Task to complete ->
Pick each line containing the word "sans" out of the data below.

Task inputs ->
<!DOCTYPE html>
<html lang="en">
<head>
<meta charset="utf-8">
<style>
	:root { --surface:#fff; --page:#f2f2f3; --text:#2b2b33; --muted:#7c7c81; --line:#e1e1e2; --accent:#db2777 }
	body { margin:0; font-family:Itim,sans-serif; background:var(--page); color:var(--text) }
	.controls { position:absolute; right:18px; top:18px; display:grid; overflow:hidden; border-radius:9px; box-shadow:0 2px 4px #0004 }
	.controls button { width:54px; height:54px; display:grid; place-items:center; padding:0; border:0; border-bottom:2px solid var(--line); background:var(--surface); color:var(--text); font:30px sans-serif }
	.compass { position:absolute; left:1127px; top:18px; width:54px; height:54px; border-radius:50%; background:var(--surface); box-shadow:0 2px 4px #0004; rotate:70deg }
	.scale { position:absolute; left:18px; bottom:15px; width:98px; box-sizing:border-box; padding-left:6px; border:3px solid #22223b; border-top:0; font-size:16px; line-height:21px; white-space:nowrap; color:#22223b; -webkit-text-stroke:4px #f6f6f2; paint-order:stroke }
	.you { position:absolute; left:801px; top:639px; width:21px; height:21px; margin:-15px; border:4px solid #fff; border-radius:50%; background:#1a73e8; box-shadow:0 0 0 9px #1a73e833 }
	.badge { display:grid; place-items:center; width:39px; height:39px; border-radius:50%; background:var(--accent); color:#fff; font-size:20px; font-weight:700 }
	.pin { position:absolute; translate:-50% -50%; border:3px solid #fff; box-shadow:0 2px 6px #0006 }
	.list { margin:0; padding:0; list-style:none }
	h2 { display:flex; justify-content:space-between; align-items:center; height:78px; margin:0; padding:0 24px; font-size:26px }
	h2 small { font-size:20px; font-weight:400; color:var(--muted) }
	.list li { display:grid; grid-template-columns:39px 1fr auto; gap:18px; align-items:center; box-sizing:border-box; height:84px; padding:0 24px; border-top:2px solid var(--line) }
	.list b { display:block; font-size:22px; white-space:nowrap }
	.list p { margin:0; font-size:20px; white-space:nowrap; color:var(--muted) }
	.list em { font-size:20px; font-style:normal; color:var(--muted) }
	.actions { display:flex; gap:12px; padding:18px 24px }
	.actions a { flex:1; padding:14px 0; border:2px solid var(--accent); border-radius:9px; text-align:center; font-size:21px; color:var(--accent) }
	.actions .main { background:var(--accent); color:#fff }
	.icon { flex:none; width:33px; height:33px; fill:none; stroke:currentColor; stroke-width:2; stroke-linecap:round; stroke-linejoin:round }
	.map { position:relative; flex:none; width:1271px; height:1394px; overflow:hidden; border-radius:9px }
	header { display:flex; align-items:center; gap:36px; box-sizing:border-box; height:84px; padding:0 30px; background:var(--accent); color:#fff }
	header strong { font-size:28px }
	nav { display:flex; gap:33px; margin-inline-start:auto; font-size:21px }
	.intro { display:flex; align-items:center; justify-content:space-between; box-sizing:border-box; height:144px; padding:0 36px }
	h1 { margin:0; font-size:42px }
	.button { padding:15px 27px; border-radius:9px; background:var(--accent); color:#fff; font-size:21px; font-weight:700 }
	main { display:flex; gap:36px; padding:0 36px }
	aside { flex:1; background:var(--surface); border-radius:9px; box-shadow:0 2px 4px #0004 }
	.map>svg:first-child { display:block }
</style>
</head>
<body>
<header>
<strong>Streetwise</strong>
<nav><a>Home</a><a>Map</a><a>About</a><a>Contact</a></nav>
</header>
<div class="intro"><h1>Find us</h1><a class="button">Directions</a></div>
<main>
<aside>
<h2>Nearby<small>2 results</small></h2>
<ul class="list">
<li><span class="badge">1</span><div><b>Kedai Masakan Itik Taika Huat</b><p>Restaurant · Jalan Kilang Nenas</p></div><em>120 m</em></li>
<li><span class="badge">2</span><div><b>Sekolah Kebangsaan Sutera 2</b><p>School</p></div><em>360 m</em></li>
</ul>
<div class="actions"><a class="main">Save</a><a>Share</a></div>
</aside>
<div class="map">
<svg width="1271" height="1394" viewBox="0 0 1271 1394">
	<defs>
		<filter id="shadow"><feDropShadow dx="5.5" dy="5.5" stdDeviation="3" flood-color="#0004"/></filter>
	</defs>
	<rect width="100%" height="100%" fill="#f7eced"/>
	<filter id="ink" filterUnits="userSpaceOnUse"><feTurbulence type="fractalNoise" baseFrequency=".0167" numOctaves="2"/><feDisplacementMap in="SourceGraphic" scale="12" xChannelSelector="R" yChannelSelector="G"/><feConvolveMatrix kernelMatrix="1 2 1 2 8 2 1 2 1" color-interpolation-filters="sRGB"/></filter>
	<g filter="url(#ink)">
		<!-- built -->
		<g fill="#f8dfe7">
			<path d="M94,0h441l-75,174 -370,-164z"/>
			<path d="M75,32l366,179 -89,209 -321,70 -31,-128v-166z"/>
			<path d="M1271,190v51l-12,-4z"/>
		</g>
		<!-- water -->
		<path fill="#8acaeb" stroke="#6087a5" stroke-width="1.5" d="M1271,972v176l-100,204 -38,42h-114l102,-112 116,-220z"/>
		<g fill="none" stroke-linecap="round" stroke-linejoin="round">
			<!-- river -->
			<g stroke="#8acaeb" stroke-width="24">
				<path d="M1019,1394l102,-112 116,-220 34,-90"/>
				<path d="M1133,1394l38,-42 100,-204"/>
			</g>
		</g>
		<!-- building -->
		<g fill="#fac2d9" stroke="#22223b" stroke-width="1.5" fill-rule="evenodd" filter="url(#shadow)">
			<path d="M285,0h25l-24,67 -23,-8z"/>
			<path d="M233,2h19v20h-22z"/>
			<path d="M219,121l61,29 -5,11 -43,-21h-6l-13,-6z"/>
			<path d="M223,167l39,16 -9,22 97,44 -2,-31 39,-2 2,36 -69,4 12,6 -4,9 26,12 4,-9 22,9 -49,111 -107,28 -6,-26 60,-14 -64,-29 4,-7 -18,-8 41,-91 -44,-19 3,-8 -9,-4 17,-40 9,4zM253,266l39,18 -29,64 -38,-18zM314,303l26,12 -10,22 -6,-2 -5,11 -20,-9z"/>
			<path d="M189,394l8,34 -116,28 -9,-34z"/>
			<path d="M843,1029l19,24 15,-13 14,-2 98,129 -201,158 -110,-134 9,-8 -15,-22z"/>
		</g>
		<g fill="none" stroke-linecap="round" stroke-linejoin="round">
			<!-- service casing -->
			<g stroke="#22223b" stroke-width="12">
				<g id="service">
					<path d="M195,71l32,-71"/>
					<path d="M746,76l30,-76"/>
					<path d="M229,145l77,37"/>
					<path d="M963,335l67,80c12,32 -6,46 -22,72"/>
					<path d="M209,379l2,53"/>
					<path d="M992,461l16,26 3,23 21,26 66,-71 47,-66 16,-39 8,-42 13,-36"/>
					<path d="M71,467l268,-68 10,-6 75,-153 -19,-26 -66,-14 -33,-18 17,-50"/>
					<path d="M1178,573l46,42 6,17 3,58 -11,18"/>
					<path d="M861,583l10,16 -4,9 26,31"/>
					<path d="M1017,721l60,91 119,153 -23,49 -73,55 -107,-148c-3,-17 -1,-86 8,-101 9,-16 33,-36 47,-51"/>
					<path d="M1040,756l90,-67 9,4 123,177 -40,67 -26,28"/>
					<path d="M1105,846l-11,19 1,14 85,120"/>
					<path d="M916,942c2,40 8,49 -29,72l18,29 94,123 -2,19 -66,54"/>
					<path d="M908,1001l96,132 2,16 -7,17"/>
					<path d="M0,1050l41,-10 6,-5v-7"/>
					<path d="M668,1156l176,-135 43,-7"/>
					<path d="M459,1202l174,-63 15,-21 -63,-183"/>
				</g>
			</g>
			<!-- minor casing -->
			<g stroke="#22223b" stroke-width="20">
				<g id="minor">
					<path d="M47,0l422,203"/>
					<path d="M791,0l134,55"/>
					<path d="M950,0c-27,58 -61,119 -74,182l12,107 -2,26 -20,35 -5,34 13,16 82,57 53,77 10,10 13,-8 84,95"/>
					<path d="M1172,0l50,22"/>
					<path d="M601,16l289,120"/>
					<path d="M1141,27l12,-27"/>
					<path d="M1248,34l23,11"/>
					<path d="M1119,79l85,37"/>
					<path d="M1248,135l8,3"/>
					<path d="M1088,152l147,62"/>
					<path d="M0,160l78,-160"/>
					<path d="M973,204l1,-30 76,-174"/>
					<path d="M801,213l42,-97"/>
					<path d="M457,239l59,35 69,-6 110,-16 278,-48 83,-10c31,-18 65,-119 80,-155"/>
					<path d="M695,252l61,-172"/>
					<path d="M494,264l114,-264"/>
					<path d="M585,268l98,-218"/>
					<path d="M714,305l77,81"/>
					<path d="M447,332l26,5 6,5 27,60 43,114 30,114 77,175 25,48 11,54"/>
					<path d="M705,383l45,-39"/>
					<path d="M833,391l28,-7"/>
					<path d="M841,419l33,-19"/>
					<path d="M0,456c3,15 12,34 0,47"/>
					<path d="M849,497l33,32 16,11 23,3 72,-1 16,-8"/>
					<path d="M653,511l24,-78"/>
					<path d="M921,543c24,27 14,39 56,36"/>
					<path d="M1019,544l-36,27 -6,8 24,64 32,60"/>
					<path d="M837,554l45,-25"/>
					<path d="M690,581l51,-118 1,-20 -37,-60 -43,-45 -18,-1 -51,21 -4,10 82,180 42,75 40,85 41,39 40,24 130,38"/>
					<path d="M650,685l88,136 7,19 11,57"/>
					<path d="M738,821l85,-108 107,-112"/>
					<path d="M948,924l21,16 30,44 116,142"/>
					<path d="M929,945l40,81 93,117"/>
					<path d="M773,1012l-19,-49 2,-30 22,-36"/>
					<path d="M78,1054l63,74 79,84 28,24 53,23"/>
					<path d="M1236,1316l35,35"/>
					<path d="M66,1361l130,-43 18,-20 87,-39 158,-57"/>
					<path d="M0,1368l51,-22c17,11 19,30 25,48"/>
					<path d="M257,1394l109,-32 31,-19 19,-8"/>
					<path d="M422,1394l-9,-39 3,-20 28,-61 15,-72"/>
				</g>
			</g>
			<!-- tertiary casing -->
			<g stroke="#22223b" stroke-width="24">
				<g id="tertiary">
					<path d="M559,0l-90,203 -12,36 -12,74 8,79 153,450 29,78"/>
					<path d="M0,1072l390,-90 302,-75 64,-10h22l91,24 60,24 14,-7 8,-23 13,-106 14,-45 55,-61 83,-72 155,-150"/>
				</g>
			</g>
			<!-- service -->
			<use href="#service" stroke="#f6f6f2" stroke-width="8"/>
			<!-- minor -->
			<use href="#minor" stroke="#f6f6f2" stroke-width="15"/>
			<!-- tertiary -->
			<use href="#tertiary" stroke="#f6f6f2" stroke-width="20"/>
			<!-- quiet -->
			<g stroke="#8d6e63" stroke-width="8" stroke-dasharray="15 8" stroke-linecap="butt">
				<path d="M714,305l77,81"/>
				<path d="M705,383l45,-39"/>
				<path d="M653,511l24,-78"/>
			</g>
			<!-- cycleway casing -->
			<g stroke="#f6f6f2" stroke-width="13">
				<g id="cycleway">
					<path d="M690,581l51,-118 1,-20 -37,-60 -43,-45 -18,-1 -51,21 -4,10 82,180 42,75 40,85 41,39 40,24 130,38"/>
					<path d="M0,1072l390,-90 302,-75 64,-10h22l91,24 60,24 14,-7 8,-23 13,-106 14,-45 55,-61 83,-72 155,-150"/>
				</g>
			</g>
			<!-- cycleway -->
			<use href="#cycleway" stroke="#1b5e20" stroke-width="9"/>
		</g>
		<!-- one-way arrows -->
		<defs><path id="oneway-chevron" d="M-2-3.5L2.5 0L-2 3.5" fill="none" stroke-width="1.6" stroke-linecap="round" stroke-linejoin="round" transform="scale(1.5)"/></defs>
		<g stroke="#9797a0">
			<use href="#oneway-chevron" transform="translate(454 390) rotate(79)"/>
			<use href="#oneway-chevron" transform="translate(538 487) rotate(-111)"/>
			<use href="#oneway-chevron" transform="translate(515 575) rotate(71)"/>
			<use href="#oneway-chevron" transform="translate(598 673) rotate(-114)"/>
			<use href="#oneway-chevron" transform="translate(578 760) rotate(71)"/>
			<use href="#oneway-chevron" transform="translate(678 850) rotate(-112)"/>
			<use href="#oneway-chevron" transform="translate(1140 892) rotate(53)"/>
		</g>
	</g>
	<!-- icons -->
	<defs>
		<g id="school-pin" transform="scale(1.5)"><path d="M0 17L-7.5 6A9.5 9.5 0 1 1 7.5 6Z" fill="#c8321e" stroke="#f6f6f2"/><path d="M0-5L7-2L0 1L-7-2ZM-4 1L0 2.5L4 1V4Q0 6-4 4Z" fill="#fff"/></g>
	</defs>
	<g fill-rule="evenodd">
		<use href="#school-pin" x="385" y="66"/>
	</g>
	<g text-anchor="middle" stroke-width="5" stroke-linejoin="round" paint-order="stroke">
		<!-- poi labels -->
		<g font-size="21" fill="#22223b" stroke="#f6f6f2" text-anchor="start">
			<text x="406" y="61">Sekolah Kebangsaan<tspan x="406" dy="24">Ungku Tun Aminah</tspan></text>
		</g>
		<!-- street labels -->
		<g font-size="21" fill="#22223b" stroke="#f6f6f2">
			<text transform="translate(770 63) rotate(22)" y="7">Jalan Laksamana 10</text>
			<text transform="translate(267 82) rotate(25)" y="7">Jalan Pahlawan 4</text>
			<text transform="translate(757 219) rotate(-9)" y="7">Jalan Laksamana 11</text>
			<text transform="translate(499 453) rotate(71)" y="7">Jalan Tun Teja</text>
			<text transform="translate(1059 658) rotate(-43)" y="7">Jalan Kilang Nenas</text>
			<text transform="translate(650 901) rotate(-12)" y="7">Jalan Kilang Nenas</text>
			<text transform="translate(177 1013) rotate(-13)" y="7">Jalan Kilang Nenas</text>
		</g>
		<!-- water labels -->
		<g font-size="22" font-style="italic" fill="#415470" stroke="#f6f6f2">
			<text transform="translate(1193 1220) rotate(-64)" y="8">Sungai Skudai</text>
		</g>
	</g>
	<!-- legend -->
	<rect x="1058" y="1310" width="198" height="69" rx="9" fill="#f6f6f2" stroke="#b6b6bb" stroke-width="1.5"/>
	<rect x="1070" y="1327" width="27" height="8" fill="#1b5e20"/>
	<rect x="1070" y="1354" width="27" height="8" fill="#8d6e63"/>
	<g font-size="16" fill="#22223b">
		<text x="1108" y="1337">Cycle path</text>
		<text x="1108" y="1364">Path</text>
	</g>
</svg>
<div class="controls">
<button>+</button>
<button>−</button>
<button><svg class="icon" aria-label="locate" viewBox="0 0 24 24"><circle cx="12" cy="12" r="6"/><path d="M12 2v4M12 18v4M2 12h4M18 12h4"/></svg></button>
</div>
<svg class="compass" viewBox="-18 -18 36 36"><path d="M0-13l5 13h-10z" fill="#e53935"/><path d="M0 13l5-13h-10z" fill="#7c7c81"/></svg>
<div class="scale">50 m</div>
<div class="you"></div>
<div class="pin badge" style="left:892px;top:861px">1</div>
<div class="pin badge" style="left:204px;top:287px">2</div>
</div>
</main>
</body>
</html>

Response ->
	body { margin:0; font-family:Itim,sans-serif; background:var(--page); color:var(--text) }
	.controls button { width:54px; height:54px; display:grid; place-items:center; padding:0; border:0; border-bottom:2px solid var(--line); background:var(--surface); color:var(--text); font:30px sans-serif }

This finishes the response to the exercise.